There’s a Mad Max quality to the back roads and blue highways of South Texas these days. I’d been hearing about this strange phenomenon almost since I arrived in Texas 3 years ago, but only recently did I get an invitation to see it for myself.
I hopped in a car with a Texas State Representative this month to tour a drilling site with an independent oil and gas company in the Eagle Ford shale in South Texas.
As the State Rep and I zoom past empty acreage – not unlike Mel Gibson’s Australian outback – we spy on the horizon a small caravan of specialized tricked-out trucks approaching menacingly. As they roar past us, we observe flatbeds full of monstrous piping overflowing with weaponized-looking plumbing on their backs. Ironically these Mad Max vehicles forecast not the last known energy reserves on the planet, but rather the opposite – nearly a century worth of abundant, cheap, domestic energy.

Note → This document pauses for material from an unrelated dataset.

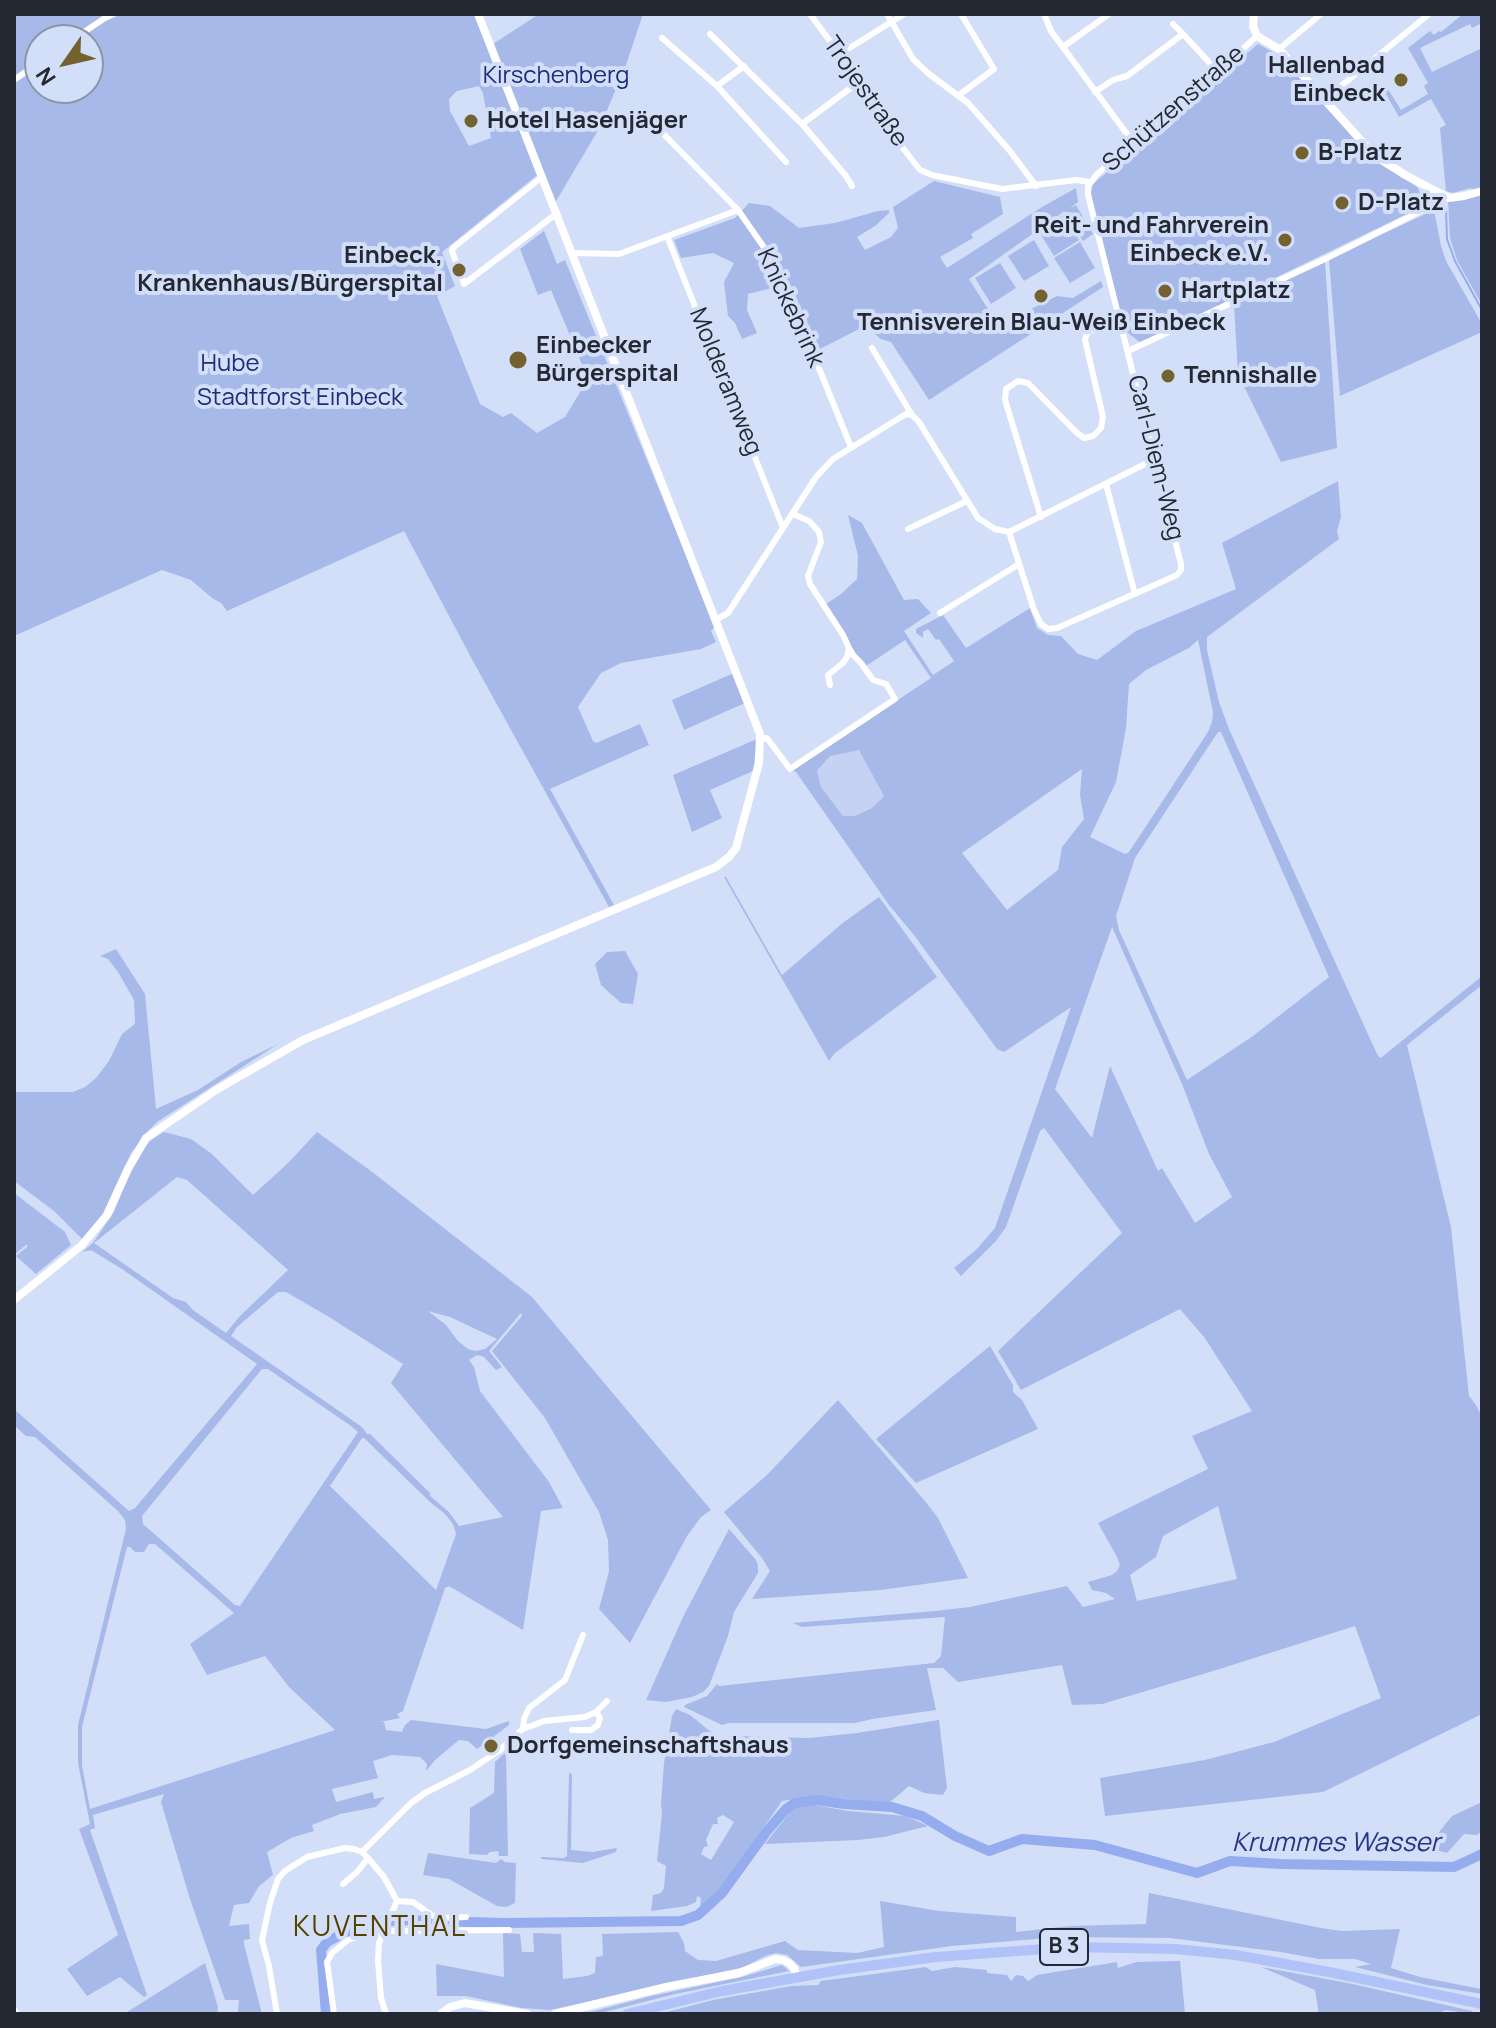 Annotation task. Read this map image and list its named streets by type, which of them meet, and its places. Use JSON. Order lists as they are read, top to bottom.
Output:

As a relative newcomer to Texas I carry all my prejudices and misconceptions about oil and gas drilling with me. Most of what I knew before my Eagle Ford visit I learned from Hollywood, via Giant and There Will Be Blood.
I found crucial differences between my preconceptions and what we saw there.
Foremost in my mind is that most people I speak with in San Antonio, not to mention the rest of the country, do not understand just how big the Eagle Ford operations are.
If my estimates of investment are anywhere near correct – something on the order of $100 Billion – the Eagle Ford dwarfs USAA, HEB, or Rackspace[1] as an economic driver of the South Texas region.
Second, the scale of financial investment forces a corporate, risk-mitigating approach to operations down there, which is a good thing when it comes to environmental risks, a major concern about Eagle Ford.
Third, the employment boom in the South Texas region is palpable. They need more people than they have right now.
What is fracking and what is the Eagle Ford Shale play?
So here is as good a time as any to explain what I’ve learned about how the Eagle Ford shale ‘play’[2] works, as opposed to oil and gas operations in other times and other regions of the world.
Historically, exploiting oil and gas reserves in many places on the earth has required sophisticated geological and engineering search techniques, seeking large hidden pools of hydrocarbons that can be extracted from a vertical drill in the ground.
A ‘shale’ play like the Eagle Ford, however, is the kind of seemingly un-exploitable geological formation that oil engineers and geologists skipped over for the past century, in their search for large underground pools. Oil and gas trapped in small bubbles between tightly packed shale rock could not be released using traditional techniques until the last decade or so.[3]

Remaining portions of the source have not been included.